§ Data below
╔══

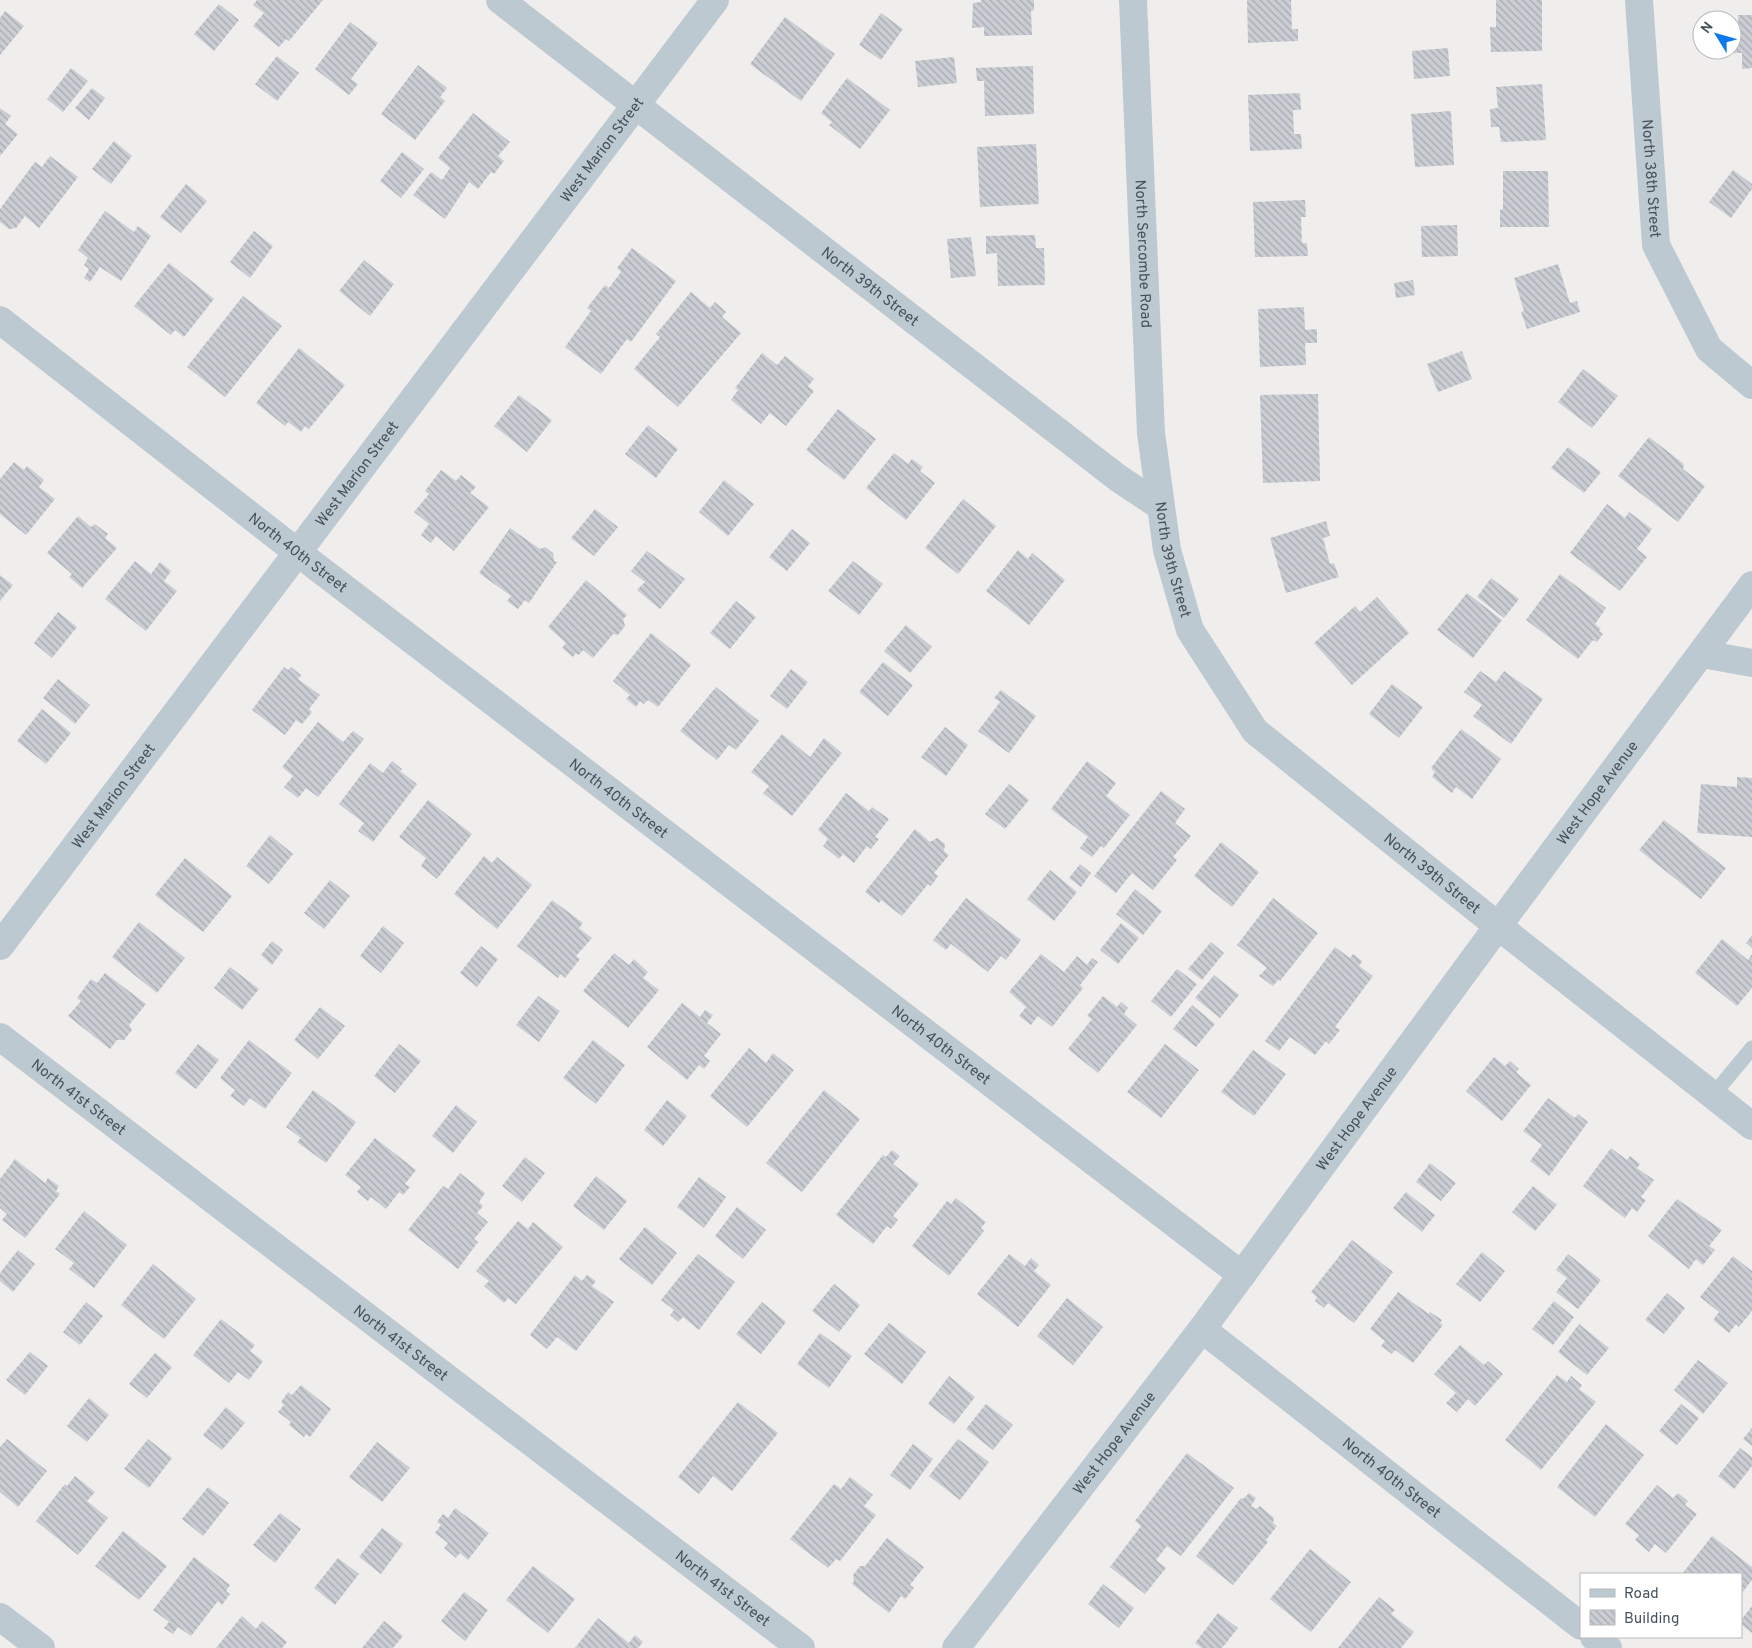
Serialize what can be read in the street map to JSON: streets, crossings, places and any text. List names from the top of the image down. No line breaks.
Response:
{"streets":{"street":["West Marion Street","North 38th Street","North Sercombe Road","North 39th Street","North 40th Street","West Hope Avenue","North 41st Street"]},"crossings":[["West Marion Street","North 39th Street"],["West Marion Street","North 40th Street"],["North Sercombe Road","North 39th Street"],["North 39th Street","West Hope Avenue"],["North 40th Street","West Hope Avenue"]],"legend":["Road","Building"],"north":"top left"}
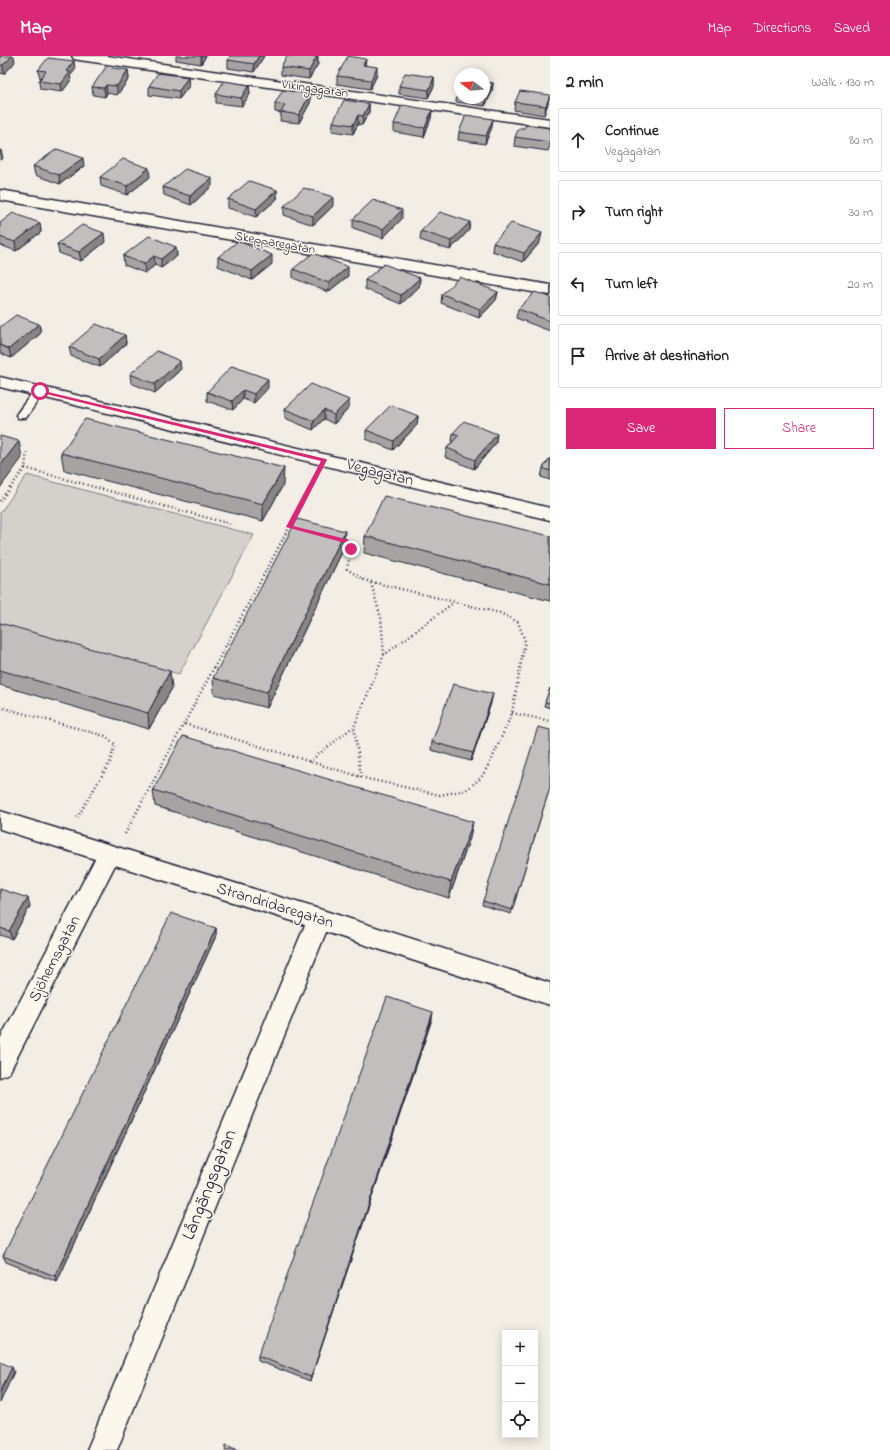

╚══

§ Instructions to follow
The whole listing above is to be printed again exactly; pictures stay out of it.

§ Reply to the task
Serialize what can be read in the street map to JSON: streets, crossings, places and any text. List names from the top of the image down. No line breaks.
Response:
{"streets":{"street":["West Marion Street","North 38th Street","North Sercombe Road","North 39th Street","North 40th Street","West Hope Avenue","North 41st Street"]},"crossings":[["West Marion Street","North 39th Street"],["West Marion Street","North 40th Street"],["North Sercombe Road","North 39th Street"],["North 39th Street","West Hope Avenue"],["North 40th Street","West Hope Avenue"]],"legend":["Road","Building"],"north":"top left"}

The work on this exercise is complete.